On 3/16/05 EPA Phone Duty Officer received call from ODEQ State On-Scene Coordinator (SOSC) Greenburg relating to a spill/release report from the Gresham Golf Course. Reported unknown volume of oil spilled at entrance to golf course causing a large oil slick in Burlingame Creek. The slick was flowing through the Gresham Golf Course. ODEQ coordinated with EPA who issued a Pollution Removal Funding Authorization to respond to the Oil Spill and inititate control, containment, and countermeasure response actions. Burlingame Creek headwaters from what is now part of a stormdrain system. This receives water from a 500-600 acre developed area (storm events result in a tremendous surge in flow rates). The creek flows through a golf course, behind a community college, feeds into Beaver Creek and then the Sandy River a navigable waterbody. Sandy River is also a tributary of the Columbia River-another navigable waterbody.
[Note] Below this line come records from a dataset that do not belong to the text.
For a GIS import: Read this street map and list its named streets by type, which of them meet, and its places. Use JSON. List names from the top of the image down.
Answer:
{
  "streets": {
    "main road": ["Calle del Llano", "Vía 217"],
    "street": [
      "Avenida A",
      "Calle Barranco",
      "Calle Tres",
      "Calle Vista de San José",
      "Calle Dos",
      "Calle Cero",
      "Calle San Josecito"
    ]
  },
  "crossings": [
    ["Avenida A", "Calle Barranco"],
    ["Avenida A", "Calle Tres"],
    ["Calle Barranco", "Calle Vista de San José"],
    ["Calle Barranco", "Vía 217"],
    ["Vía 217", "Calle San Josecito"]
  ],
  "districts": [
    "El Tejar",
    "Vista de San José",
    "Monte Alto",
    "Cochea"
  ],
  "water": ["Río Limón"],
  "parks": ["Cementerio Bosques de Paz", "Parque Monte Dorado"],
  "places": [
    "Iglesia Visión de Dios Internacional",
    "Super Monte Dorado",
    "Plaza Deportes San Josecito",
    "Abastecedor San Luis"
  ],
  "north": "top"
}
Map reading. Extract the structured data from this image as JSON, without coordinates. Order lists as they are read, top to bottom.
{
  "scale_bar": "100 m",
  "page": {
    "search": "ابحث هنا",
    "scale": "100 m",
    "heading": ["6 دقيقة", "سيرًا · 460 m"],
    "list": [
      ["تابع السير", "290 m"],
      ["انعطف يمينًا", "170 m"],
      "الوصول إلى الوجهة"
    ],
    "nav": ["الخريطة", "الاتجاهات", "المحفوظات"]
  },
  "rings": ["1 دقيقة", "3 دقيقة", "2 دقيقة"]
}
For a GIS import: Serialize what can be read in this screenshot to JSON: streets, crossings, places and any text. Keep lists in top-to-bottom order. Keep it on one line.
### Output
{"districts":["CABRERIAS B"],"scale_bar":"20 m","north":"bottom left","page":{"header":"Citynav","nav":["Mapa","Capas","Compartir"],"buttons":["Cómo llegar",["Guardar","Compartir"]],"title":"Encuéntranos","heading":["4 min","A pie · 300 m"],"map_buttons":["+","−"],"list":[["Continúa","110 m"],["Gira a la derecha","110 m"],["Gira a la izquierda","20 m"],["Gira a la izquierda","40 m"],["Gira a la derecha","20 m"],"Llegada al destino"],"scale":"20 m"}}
****Wednesday 3/16/05 (ODEQ SOSC, ODFW with NRC Environmental Response Contractors) EPA issued PRFA for $10,000 to ODEQ to address control, containment, and countermeasure response actions at the scene of an oil spill to Burlingame Creek. EPA scope of work also consisted of investigation of the source of pollution. ODEQ responded with State Contractor NRC Environmental. Containment and sorbent booms were deployed and cleanup crews subcontracted a vacuum truck with skimming attachment. Oiled vegetation was collected and stored on site. ODEQ collected samples of the oil for chemical analysis and for evidence purposes. ODFW on scene and recovered several oiled birds. EPA contacted Department of Interior Trustee. ODEQ and contractors focused on containment and removal of gross free product and mousse using boom, vac-truck and absorbents.
****Thursday, 3/17/05 (ODEQ,and NRC Environmental) Yesterday's 0.3-inch rain event spread the spill further downstream despite booming efforts and necessitated waterborne recovery today. At present over 6,000-gallons of oil-contaminated water and 2.5 cubic yards of oiled debris have been recovered. Cleanup efforts were focused on a slow water section of the creek behind the Community College. EPA increased the PRFA ceiling from $10,000 to $50,000 to address additional oil that flowed downstream of collection device and the greater volume of oiled debris and vegetation caused by the flash rain event.
ODEQ will continue to remove oil in the creek and on the bank's vegetation. Disposal of oil/water waste and oiled debris.
Subsequent oiled vegetation harvesting (estimated 1 day for removal) and passive collection and monitoring (estimated week).
Highly visible to public including individuals golfing, large waterfowl population nearby, fish-bearing stream as witnessed by fisherman nearby.